Derrière ces quatre coureurs, le reste a surtout limité la casse. Incapables de rattraper le rythme imposé par Bernal et consorts, les autres leaders parmi lesquels Alexander Vlasov (Astana), Marc Soler (Movistar) et Simon Yates (Bike Exchange) ont concédé une dizaine de secondes sur la ligne d'arrivée, autrement dit un écart minime mais potentiellement déjà symbolique d'un écart entre les favoris.

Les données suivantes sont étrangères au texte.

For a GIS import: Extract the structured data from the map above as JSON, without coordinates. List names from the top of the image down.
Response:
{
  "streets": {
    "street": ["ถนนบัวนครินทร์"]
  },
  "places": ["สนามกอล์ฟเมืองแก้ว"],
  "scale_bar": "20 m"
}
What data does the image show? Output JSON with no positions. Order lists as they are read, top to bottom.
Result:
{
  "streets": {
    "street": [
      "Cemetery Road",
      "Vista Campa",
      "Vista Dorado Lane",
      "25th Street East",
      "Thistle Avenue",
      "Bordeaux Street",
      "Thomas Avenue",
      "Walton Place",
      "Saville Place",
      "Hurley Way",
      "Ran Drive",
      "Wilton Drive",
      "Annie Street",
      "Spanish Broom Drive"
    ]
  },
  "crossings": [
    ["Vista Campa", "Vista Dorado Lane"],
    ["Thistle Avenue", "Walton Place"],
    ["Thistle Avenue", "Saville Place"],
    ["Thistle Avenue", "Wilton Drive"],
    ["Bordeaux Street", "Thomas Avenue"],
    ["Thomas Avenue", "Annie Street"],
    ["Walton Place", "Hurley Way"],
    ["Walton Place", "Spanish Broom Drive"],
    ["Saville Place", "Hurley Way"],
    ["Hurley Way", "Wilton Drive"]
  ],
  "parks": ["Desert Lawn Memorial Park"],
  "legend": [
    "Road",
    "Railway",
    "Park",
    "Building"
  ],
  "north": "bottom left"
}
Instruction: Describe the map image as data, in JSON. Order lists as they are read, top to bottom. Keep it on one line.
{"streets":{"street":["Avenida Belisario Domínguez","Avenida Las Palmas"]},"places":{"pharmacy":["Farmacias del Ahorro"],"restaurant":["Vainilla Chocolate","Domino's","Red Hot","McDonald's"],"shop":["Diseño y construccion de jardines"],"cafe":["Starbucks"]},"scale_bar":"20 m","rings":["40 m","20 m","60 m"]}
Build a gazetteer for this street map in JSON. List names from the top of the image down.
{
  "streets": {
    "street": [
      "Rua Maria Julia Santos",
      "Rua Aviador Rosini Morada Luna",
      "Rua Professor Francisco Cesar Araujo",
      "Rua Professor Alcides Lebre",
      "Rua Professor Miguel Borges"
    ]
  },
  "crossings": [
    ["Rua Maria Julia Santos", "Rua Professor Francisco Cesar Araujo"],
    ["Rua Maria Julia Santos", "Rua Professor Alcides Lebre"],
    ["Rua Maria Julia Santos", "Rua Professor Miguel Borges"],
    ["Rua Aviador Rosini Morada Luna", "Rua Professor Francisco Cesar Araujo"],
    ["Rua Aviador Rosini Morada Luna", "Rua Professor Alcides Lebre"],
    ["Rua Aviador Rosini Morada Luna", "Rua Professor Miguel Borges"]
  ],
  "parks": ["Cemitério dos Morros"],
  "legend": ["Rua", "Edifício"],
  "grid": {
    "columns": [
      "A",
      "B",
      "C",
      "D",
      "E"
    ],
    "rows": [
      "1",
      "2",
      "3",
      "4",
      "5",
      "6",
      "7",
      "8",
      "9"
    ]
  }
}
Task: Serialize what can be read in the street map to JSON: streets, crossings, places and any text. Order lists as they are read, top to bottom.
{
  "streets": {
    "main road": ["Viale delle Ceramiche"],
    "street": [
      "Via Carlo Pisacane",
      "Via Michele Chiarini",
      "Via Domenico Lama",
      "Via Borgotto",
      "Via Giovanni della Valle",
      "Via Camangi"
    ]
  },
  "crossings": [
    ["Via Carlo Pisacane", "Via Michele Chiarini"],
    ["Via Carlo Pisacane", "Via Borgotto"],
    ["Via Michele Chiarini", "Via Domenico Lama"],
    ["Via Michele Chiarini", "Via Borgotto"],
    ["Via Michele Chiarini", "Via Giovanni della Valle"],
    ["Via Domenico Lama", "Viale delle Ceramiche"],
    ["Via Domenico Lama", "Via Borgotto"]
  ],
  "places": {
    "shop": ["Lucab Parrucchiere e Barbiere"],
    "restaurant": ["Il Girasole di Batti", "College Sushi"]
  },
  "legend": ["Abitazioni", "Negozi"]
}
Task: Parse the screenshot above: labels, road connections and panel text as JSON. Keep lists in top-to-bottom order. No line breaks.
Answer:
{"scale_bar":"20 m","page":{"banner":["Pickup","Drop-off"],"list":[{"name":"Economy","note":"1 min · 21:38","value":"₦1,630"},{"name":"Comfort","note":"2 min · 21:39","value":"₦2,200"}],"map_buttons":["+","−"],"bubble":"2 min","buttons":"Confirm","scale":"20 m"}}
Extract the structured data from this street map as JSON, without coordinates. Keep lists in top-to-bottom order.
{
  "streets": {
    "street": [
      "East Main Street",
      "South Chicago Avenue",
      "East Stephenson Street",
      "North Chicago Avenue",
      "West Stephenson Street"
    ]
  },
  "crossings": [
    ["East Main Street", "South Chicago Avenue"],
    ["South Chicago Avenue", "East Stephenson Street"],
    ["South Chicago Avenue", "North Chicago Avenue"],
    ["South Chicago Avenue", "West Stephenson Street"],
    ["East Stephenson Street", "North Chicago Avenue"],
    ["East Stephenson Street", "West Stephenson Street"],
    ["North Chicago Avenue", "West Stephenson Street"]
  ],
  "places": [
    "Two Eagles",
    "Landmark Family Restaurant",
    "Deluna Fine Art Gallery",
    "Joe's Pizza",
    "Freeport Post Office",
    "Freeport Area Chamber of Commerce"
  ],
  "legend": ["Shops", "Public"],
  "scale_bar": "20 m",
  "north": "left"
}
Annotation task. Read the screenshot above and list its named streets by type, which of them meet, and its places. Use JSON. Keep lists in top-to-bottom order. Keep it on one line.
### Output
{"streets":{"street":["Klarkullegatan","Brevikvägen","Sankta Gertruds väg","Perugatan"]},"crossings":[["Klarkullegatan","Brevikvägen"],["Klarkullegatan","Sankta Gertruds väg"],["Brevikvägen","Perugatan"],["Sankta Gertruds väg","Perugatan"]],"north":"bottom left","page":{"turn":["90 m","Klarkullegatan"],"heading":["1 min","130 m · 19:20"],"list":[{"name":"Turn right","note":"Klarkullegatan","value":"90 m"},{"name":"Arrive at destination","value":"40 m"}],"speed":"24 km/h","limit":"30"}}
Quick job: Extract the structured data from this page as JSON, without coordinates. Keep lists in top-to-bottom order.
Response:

Romain Bardet (DSM) et Emanuel Buchmann (Bora-Hansgrohe) ont eux accusé un retard de trente secondes sur la tête de course.
"Dans une bonne journée", le Français a reconnu une erreur de stratégie à l'issue de l'étape : "Dans la descente, j'ai fait l'erreur d'un peu trop m'investir. J'ai perdu beaucoup d'énergie à essayer de prendre l'avantage et ça m'a manqué dans les 500 derniers mètres. Je ne suis pas très loin aujourd'hui, j'espère qu'il y aura d'autres opportunités". L'Auvergnat a par ailleurs confirmé son statut de leader au sein de la DSM, dans une étape ou son coéquipier Jai Hindley, deuxième du dernier Giro, a fini à 2 minutes 38 du groupe des favoris.

Bardet : "Je ne suis pas très loin au final, ça reste une bonne journée"

Bardet seul leader dans son équipe, et les favoris un peu plus dévoilés, ce sont donc les principaux enseignements de cette sixième étape. Le Giro reste pourtant pour le moment difficile à lire, alors que la montagne laissera place à une étape promise aux sprinters vendredi. "C'est une belle course, on a du mal à prévoir ce qui peut se passer, il y a de l'action" s'est enthousiasmé Bardet au sujet du général. Comme beaucoup de ses adversaires, le Français a eu un début de réponse sur ses jambes dans ce Giro.